> _To do_
In the entries below, how many lines contain the string "fabs"? State the number and nothing else.

> _Data shown_
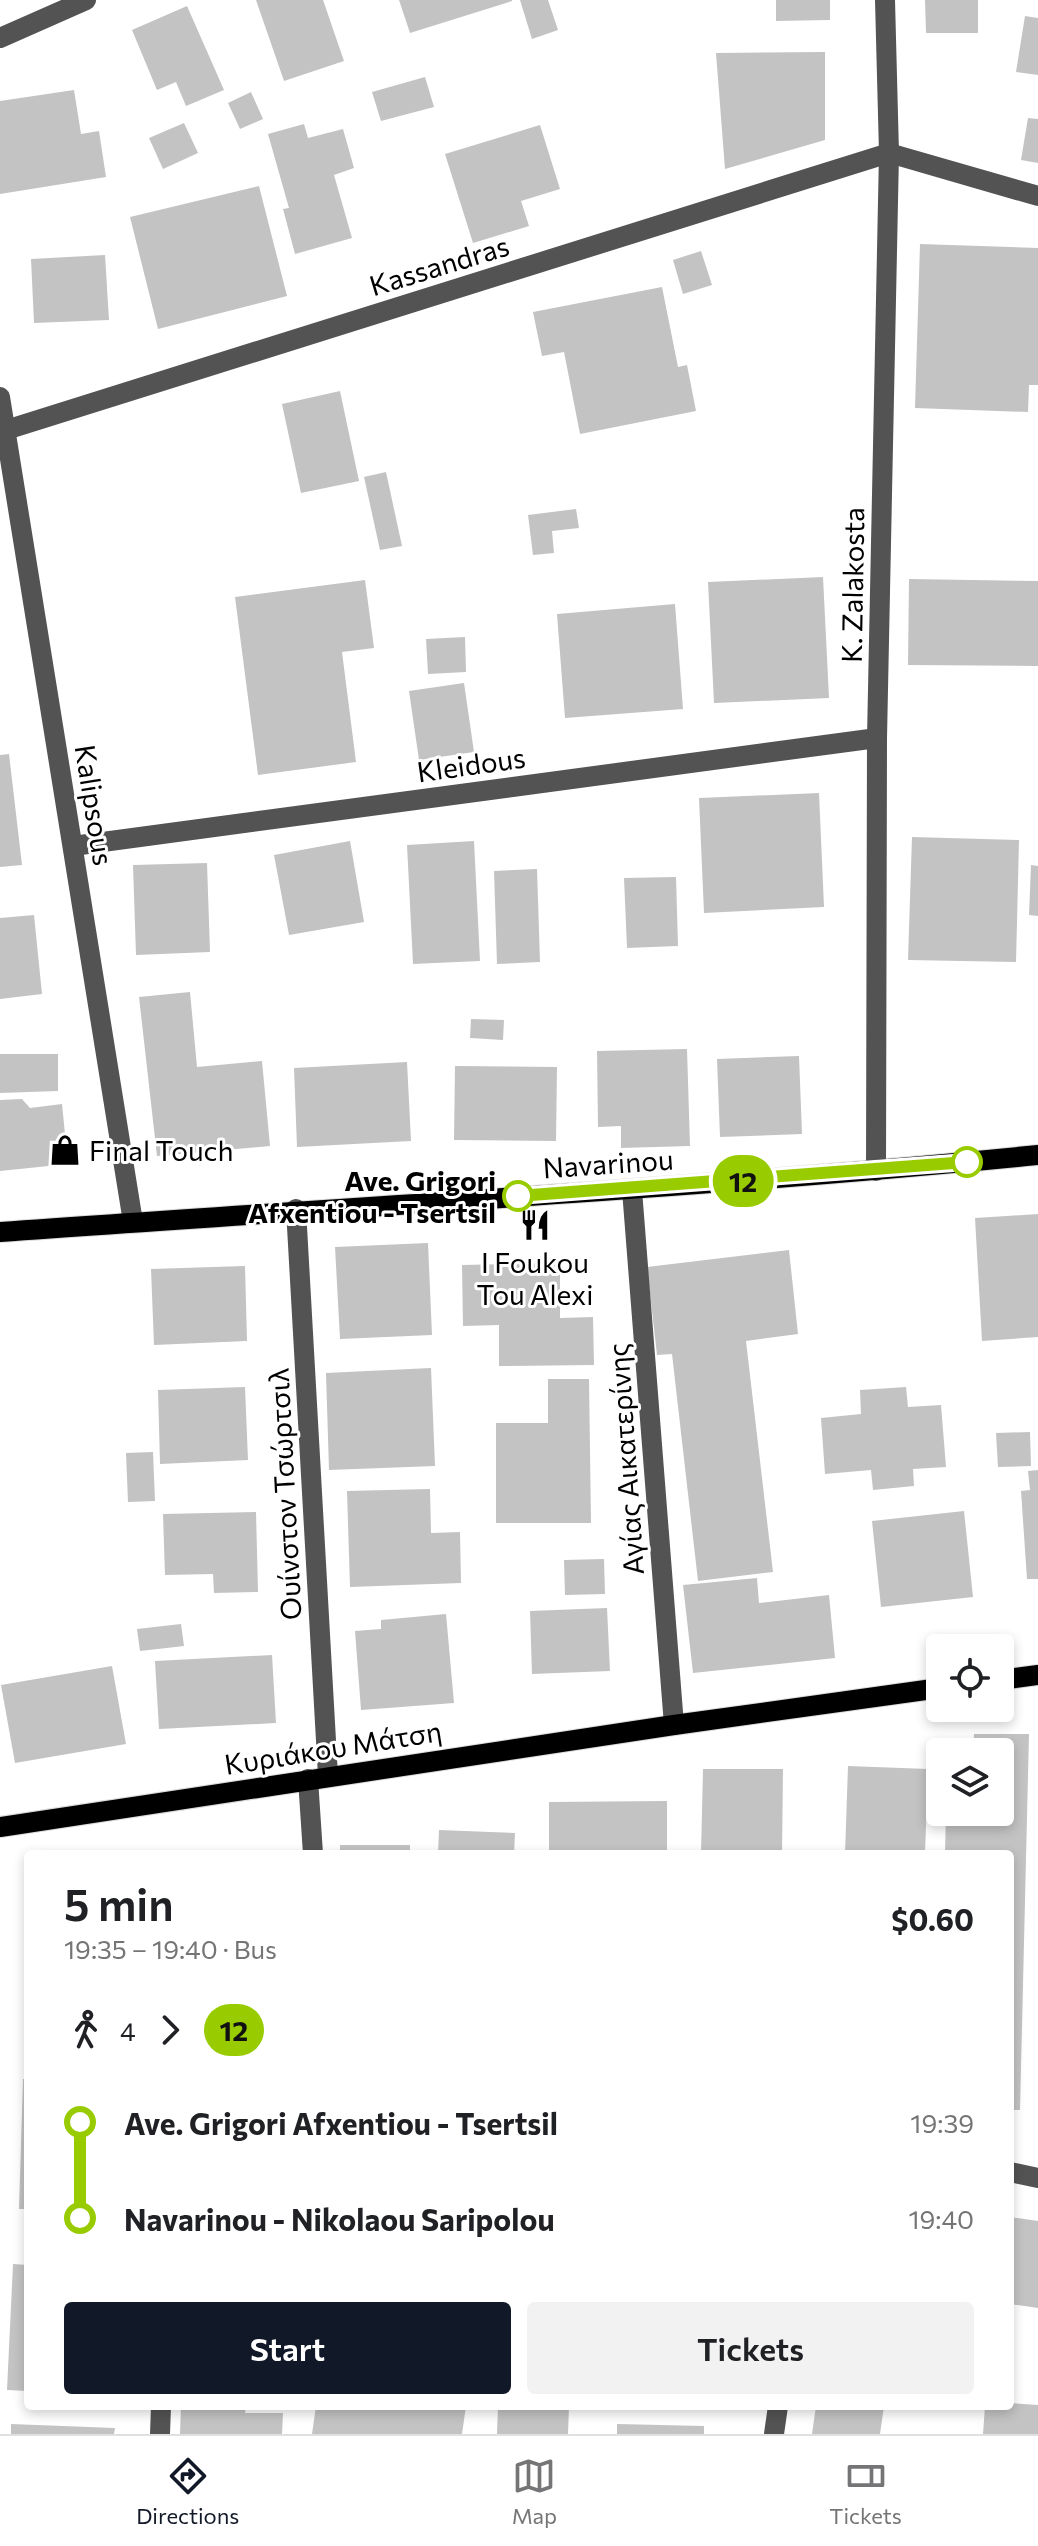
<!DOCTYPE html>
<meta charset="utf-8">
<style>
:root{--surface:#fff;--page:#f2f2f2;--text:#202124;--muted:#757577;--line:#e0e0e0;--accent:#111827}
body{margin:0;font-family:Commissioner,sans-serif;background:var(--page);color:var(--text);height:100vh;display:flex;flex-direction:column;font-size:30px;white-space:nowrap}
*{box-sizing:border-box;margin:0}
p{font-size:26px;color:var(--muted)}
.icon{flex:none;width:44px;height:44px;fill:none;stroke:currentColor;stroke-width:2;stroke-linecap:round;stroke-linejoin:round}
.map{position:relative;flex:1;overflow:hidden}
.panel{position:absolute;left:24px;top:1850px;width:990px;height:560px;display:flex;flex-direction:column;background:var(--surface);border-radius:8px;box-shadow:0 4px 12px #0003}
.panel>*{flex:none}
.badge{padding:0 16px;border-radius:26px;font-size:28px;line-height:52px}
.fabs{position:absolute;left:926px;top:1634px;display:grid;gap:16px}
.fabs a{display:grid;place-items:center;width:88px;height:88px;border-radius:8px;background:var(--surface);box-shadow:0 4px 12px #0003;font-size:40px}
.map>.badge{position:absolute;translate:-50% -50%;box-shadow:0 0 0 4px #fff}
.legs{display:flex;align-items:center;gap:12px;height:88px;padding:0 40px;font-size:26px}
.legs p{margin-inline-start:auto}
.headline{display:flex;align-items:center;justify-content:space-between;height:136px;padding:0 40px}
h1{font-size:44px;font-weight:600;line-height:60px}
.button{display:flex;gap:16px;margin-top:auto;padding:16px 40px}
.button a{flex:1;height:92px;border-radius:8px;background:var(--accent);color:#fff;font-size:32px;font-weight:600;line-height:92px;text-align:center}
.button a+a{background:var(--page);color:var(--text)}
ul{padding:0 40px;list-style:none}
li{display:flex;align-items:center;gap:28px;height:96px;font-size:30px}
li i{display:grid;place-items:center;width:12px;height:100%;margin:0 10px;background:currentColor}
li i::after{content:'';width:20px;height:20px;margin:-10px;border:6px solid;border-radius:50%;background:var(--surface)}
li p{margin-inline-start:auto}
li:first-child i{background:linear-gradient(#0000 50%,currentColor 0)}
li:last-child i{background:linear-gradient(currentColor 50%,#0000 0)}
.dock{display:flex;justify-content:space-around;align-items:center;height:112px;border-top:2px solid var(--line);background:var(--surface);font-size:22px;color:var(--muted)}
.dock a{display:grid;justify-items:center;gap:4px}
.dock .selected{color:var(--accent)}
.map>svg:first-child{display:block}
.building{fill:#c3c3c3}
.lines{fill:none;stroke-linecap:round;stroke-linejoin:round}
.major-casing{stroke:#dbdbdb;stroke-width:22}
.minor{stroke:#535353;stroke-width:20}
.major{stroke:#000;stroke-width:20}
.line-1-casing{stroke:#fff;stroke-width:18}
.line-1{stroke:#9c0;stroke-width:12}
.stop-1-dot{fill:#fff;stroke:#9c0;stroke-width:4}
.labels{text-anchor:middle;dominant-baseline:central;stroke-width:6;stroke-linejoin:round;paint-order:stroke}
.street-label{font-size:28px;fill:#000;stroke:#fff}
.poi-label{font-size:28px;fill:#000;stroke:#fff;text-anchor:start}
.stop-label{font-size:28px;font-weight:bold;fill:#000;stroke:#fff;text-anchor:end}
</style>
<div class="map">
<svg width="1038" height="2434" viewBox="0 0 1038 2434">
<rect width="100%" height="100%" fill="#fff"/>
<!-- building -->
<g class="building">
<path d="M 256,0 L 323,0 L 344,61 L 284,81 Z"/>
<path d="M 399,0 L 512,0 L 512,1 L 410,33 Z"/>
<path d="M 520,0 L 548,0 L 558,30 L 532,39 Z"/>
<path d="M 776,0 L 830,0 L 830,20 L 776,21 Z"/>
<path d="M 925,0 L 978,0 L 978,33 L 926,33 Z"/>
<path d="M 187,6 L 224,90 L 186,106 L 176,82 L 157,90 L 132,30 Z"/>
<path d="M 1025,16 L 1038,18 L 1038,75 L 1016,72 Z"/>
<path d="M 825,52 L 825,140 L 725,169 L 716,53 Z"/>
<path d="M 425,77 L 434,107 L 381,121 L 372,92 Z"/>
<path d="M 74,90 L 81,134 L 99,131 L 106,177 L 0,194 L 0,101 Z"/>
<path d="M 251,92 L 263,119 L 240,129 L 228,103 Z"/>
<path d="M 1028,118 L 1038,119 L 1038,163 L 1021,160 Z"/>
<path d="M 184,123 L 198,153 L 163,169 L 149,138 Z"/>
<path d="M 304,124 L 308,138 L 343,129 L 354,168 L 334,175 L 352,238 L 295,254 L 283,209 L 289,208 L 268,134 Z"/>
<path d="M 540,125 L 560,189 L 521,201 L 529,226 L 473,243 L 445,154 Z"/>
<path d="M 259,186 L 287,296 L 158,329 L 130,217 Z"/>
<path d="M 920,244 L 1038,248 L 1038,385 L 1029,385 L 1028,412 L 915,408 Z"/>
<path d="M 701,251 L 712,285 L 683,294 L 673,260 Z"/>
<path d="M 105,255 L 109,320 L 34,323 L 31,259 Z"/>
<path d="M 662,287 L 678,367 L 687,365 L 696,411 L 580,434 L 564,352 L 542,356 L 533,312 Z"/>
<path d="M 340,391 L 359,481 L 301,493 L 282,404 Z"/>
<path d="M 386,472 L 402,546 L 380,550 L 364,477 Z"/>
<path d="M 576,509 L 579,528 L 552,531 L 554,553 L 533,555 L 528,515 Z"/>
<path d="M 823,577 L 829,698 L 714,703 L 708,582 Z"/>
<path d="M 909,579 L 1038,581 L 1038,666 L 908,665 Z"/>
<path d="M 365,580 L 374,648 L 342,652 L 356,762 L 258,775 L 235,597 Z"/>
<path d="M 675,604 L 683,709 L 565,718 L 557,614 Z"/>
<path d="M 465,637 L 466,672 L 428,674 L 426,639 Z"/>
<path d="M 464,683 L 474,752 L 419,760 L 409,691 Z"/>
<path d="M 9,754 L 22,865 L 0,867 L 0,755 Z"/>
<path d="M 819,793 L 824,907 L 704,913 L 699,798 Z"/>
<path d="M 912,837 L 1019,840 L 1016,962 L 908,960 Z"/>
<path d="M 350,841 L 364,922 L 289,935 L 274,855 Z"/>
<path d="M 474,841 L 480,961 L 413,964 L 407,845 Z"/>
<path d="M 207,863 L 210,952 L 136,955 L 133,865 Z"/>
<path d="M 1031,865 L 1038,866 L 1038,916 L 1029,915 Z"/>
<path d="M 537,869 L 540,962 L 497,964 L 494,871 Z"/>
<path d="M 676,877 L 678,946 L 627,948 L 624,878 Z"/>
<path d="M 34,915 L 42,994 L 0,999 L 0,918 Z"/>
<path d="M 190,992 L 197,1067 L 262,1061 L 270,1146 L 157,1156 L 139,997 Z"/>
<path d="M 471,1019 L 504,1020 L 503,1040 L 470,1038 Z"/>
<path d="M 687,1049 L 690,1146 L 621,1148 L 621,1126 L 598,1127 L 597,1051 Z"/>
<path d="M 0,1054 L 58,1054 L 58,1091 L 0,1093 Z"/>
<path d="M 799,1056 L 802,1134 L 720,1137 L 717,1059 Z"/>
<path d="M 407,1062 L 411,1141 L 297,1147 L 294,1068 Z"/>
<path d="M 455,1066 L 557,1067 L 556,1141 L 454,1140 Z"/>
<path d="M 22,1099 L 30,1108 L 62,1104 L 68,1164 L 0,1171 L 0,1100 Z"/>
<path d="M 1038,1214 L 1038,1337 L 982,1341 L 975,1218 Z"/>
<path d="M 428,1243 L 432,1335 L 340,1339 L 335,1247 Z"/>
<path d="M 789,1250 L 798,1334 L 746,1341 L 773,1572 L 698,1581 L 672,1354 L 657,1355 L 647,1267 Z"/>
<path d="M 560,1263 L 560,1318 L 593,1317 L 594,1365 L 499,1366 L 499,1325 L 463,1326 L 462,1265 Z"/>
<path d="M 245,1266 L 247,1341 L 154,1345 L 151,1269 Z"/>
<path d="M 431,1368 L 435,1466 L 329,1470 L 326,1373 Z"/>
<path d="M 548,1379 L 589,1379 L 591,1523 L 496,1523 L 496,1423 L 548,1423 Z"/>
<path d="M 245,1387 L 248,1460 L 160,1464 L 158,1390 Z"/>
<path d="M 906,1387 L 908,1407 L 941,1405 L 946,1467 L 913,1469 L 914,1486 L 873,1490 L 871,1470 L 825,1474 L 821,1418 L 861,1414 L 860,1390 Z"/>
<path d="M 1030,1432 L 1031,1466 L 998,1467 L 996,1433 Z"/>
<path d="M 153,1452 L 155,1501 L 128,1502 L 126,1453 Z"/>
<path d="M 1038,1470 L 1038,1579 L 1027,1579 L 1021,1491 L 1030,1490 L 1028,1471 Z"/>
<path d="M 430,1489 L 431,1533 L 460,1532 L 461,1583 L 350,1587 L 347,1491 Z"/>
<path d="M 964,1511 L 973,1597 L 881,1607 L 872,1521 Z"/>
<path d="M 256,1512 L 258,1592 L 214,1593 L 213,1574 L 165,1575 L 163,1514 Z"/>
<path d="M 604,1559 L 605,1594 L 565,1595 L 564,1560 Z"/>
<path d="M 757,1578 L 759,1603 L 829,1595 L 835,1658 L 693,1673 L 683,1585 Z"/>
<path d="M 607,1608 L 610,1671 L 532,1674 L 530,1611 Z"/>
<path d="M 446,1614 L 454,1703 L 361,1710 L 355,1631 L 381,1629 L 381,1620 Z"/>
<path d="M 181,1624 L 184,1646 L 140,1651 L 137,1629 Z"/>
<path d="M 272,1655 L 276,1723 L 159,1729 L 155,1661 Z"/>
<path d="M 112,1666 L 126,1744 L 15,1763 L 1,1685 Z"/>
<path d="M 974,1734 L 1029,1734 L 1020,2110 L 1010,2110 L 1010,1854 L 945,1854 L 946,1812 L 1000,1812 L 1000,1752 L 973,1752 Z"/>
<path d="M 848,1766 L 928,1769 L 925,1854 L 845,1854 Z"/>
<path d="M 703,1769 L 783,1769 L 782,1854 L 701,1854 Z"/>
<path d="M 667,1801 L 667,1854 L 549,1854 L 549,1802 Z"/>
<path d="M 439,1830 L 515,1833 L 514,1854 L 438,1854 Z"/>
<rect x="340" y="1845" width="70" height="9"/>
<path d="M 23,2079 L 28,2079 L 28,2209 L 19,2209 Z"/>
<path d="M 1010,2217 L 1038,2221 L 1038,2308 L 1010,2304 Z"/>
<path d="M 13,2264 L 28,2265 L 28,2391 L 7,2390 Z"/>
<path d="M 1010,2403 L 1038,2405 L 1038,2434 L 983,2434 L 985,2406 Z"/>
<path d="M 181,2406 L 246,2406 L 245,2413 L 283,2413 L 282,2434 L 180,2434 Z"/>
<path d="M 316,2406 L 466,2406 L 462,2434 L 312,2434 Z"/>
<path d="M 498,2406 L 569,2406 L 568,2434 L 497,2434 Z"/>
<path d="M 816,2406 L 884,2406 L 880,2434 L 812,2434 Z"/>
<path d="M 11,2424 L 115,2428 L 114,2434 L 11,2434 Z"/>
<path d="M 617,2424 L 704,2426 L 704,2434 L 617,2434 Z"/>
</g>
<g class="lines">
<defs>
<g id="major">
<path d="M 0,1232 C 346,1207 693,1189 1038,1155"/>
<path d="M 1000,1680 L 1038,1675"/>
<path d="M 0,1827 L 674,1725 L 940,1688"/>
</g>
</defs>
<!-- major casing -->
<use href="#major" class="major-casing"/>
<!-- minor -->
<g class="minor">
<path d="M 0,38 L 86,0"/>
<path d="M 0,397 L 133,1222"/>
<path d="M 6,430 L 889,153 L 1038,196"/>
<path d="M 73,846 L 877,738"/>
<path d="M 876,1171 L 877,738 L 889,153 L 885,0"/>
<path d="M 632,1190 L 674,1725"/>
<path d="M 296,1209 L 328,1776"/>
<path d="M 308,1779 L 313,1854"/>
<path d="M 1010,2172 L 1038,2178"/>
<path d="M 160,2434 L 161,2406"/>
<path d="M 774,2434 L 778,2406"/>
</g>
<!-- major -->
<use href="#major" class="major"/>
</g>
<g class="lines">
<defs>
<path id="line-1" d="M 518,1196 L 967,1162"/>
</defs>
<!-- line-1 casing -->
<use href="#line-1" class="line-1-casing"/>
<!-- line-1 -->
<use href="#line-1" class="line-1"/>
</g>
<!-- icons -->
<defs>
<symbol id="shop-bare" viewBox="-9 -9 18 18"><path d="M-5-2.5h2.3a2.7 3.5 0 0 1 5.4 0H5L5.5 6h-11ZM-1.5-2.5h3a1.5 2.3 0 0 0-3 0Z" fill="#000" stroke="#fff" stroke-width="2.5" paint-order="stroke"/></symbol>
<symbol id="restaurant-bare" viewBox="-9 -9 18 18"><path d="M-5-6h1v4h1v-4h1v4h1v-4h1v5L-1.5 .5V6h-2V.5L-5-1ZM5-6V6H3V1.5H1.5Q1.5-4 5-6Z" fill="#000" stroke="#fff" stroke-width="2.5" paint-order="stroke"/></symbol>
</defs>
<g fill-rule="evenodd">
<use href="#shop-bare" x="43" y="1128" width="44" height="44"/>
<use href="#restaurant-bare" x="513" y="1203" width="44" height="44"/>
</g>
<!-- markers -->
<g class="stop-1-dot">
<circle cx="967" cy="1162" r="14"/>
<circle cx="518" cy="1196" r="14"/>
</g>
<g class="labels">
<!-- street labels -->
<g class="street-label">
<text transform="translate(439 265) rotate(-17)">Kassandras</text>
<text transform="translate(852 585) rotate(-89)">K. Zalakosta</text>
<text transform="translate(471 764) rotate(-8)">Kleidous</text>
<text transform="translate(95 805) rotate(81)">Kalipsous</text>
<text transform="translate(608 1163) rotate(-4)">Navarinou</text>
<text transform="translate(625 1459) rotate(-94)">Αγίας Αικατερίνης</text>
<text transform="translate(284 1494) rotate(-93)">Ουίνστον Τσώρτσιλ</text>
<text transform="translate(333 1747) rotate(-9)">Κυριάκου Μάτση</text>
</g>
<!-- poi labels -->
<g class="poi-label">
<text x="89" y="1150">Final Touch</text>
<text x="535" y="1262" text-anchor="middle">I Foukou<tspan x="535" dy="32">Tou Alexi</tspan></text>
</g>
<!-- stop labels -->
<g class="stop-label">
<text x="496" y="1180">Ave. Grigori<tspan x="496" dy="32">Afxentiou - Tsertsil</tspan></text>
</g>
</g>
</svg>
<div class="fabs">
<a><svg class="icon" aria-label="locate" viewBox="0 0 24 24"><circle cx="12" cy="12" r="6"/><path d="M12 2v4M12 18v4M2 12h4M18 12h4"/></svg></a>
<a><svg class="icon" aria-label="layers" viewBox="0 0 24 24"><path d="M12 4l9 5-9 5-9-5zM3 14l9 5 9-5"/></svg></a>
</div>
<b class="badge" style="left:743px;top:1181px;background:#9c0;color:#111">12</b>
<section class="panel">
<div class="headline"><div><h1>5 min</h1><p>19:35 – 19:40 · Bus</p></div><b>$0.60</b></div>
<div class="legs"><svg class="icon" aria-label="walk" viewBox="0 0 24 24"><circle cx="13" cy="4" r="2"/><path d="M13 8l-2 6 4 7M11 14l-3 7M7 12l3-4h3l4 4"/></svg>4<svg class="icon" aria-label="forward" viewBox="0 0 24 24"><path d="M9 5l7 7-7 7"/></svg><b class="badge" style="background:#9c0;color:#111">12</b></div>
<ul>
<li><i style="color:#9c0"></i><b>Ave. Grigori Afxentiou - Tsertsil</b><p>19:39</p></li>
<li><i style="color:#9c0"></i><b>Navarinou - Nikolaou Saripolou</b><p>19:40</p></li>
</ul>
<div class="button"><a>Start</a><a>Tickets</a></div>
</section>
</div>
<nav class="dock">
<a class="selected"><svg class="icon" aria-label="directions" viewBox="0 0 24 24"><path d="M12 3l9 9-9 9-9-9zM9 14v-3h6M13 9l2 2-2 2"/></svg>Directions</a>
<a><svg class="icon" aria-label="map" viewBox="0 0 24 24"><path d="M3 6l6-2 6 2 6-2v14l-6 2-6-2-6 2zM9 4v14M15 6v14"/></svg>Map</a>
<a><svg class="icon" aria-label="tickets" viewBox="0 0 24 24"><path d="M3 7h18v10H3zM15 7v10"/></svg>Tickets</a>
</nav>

> _Exercise output_
3